### Directions
Where does "street" occur in the listing? Copy every line that holds it.

=== Begin Enclosure ===

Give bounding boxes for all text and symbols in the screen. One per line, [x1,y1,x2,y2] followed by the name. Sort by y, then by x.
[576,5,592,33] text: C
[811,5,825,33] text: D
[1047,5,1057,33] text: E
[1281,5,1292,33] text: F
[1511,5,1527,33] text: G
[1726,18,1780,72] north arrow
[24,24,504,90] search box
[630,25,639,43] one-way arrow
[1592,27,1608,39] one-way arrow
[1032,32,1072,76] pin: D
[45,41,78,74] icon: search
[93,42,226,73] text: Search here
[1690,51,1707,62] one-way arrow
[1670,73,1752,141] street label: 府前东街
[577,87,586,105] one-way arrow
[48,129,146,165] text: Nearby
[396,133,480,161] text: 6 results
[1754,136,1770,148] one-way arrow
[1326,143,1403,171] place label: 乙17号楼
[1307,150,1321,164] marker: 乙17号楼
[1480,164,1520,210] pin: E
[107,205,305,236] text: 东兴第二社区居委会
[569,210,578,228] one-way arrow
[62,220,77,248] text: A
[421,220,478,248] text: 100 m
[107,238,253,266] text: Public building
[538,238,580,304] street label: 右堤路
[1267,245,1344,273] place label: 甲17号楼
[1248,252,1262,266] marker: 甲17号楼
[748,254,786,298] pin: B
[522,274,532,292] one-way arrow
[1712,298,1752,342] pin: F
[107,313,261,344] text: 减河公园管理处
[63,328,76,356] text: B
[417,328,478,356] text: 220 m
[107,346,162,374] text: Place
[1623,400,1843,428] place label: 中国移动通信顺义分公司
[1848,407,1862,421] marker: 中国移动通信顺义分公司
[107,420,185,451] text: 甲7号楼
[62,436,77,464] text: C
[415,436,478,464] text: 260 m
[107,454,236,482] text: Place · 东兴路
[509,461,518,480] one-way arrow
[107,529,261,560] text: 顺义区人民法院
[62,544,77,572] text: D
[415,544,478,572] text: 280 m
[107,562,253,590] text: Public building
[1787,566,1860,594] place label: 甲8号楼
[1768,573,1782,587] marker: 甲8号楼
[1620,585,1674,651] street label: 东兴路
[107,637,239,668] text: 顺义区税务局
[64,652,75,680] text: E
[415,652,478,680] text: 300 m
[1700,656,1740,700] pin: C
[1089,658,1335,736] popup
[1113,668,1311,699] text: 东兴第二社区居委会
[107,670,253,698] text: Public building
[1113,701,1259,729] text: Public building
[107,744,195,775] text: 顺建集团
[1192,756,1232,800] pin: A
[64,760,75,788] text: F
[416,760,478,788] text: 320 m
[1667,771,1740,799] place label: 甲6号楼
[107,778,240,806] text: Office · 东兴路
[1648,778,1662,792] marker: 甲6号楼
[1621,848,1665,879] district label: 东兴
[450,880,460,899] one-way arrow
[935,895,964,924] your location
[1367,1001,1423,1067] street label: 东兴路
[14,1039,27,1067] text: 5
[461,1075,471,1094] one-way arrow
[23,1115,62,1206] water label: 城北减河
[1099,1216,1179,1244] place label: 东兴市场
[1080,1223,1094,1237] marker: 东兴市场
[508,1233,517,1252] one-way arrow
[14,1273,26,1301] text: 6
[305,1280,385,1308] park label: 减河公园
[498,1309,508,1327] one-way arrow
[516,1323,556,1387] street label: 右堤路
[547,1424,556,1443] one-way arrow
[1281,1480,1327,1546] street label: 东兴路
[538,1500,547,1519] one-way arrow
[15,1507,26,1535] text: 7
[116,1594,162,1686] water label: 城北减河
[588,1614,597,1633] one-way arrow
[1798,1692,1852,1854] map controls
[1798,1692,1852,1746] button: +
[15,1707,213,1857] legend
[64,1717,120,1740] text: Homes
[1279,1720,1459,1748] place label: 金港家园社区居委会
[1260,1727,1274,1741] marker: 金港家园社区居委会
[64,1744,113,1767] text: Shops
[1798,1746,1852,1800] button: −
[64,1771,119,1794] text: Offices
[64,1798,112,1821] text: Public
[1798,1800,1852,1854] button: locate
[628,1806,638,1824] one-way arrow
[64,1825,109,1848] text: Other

=== End Enclosure ===

### The completed task
[1670,73,1752,141] street label: 府前东街
[538,238,580,304] street label: 右堤路
[1620,585,1674,651] street label: 东兴路
[1367,1001,1423,1067] street label: 东兴路
[516,1323,556,1387] street label: 右堤路
[1281,1480,1327,1546] street label: 东兴路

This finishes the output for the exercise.